Raw data: Begin

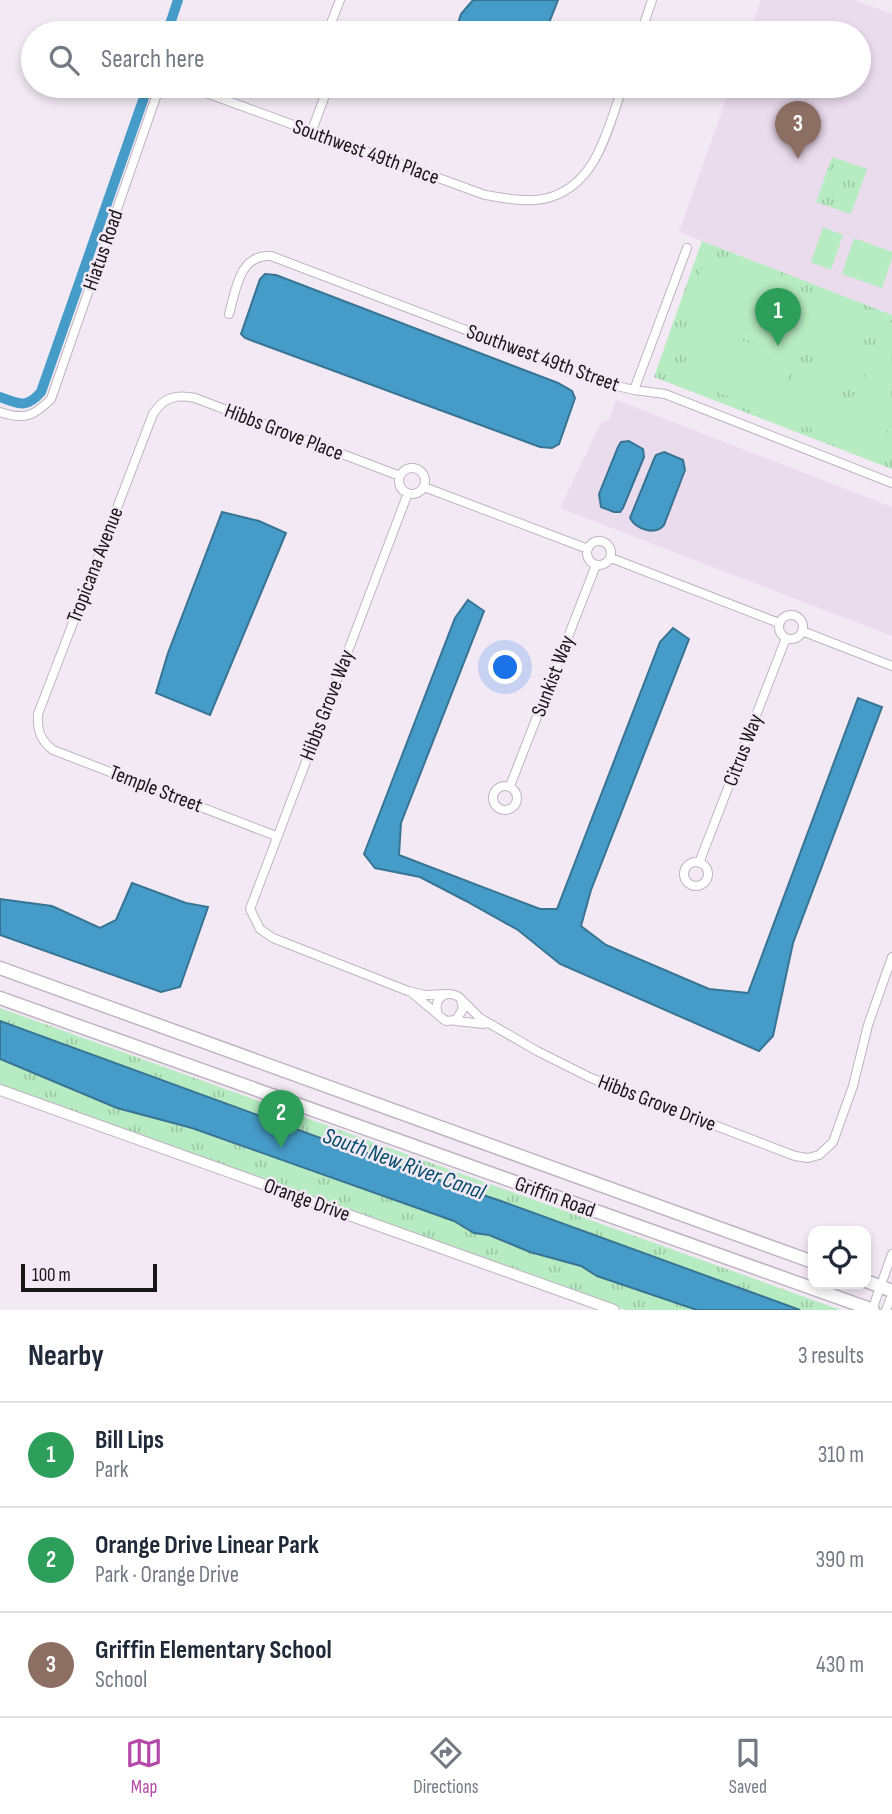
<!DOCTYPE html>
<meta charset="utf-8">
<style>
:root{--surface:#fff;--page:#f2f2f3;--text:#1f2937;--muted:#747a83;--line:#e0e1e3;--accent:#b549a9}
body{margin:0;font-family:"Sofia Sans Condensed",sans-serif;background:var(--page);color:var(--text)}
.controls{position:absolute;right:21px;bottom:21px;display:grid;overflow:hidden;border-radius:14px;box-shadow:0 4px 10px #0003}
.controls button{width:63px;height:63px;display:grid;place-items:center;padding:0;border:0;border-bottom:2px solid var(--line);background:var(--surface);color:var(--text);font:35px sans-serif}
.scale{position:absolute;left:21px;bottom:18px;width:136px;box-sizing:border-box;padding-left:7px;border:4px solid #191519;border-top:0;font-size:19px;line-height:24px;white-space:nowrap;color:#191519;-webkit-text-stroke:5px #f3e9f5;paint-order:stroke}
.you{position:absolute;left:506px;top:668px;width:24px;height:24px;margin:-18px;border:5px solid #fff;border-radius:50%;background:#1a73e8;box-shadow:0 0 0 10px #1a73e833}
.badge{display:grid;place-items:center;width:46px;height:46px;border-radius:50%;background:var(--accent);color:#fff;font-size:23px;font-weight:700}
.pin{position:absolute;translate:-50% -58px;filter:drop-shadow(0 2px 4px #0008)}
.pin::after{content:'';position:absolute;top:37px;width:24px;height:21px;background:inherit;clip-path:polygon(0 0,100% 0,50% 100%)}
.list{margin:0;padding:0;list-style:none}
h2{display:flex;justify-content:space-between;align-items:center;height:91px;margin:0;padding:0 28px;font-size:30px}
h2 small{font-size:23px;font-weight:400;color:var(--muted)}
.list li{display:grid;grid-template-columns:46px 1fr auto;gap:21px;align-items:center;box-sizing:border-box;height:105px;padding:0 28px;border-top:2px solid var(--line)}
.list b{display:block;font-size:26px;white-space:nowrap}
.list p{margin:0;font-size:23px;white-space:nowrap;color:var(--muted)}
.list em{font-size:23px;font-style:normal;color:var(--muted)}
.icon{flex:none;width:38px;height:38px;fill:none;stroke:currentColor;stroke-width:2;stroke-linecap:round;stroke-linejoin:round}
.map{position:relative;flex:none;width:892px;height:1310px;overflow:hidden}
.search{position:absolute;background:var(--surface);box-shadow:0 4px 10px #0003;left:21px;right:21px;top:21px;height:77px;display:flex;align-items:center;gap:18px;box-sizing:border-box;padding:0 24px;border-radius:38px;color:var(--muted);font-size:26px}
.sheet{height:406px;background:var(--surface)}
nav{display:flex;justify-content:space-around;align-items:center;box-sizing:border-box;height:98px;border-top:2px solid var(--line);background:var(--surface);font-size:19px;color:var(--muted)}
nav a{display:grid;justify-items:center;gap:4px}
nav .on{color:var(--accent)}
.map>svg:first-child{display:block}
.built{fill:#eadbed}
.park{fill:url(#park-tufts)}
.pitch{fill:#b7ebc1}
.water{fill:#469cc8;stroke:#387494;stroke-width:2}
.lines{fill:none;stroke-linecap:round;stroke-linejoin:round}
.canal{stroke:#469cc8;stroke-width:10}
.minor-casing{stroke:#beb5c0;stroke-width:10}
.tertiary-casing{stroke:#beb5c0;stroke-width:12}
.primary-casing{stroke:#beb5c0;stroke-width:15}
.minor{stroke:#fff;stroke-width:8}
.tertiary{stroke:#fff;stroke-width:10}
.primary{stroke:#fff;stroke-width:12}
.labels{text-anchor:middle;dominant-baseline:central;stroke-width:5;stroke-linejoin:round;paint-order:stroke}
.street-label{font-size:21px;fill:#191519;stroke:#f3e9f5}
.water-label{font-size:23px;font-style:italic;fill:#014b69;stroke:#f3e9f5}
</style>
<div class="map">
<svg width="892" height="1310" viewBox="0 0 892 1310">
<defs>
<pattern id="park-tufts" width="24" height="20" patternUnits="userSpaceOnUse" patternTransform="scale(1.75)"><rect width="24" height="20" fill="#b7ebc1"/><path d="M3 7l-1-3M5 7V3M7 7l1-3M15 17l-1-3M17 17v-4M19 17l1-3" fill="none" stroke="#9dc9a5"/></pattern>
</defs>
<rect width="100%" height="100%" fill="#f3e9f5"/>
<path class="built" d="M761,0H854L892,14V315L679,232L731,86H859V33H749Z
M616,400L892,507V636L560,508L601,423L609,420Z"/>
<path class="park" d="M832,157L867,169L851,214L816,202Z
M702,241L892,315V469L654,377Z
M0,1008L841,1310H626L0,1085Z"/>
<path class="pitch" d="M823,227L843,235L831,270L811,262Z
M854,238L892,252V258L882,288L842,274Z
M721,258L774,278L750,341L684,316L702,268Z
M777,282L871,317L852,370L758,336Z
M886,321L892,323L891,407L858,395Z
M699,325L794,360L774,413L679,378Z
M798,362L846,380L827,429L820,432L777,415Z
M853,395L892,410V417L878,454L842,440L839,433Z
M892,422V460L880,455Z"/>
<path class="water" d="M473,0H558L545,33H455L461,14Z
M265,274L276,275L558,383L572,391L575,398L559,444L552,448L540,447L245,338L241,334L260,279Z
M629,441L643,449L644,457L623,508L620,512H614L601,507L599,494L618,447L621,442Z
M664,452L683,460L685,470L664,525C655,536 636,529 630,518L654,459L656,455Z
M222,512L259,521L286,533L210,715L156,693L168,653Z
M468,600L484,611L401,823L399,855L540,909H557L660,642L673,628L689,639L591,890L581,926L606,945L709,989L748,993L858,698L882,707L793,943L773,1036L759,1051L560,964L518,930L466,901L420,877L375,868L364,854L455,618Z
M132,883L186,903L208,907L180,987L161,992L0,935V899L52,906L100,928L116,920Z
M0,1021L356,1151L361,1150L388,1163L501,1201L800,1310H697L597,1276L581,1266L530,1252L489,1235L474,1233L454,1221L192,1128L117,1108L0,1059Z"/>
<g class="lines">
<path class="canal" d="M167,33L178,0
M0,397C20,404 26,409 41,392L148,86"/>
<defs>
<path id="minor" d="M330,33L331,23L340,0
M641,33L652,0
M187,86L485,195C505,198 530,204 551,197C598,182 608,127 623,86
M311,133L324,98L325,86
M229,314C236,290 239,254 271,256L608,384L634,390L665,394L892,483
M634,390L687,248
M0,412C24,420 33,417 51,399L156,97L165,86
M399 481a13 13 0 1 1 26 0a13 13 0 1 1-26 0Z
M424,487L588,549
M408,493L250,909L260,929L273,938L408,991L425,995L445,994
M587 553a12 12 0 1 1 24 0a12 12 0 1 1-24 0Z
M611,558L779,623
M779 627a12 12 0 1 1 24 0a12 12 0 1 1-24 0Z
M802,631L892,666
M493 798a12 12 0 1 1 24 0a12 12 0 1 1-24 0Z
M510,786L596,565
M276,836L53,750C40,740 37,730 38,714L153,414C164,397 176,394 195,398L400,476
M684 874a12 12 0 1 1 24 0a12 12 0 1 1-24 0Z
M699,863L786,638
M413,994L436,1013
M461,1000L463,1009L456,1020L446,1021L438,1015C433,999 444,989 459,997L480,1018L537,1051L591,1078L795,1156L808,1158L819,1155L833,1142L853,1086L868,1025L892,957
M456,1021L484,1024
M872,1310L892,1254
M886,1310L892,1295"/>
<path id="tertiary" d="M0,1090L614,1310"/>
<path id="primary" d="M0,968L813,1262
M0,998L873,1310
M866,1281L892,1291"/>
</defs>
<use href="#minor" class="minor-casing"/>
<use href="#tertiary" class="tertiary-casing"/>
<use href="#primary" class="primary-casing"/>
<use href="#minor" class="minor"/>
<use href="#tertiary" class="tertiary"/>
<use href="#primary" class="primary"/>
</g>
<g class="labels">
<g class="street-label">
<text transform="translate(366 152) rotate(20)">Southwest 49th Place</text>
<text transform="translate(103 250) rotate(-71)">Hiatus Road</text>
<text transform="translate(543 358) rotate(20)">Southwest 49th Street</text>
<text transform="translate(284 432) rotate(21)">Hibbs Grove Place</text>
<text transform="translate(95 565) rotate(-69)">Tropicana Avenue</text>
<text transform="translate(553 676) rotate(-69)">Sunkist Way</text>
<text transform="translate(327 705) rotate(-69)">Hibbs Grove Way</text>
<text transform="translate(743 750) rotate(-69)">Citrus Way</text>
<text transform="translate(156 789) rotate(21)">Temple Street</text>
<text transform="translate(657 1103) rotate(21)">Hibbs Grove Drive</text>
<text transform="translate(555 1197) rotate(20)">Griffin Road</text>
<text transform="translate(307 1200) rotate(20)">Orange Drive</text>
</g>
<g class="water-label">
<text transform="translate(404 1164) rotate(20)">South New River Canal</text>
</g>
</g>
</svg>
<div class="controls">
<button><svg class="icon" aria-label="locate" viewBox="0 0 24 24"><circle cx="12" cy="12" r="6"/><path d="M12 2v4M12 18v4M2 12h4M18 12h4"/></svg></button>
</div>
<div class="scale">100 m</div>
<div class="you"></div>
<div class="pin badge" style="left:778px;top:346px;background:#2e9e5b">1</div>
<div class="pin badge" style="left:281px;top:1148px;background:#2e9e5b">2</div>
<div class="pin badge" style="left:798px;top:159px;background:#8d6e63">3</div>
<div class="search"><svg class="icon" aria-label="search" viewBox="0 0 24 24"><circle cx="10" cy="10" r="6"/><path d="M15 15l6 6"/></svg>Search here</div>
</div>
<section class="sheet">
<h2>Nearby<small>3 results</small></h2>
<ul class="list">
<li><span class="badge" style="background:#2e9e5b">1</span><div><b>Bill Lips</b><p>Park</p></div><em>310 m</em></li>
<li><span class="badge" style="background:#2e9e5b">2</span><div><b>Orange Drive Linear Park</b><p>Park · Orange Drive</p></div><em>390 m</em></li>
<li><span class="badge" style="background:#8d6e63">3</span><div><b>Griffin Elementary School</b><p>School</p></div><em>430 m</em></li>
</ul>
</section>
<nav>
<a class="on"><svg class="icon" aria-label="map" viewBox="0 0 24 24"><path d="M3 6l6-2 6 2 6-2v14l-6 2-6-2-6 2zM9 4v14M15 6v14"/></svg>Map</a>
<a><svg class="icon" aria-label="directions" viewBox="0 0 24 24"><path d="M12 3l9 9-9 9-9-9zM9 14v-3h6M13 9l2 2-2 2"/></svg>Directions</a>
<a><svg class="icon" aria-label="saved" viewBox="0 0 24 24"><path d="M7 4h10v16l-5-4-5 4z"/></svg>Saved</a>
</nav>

Raw data: End

Check each line in the records above for the word "Griffin". Return those that have it.

<text transform="translate(555 1197) rotate(20)">Griffin Road</text>
<li><span class="badge" style="background:#8d6e63">3</span><div><b>Griffin Elementary School</b><p>School</p></div><em>430 m</em></li>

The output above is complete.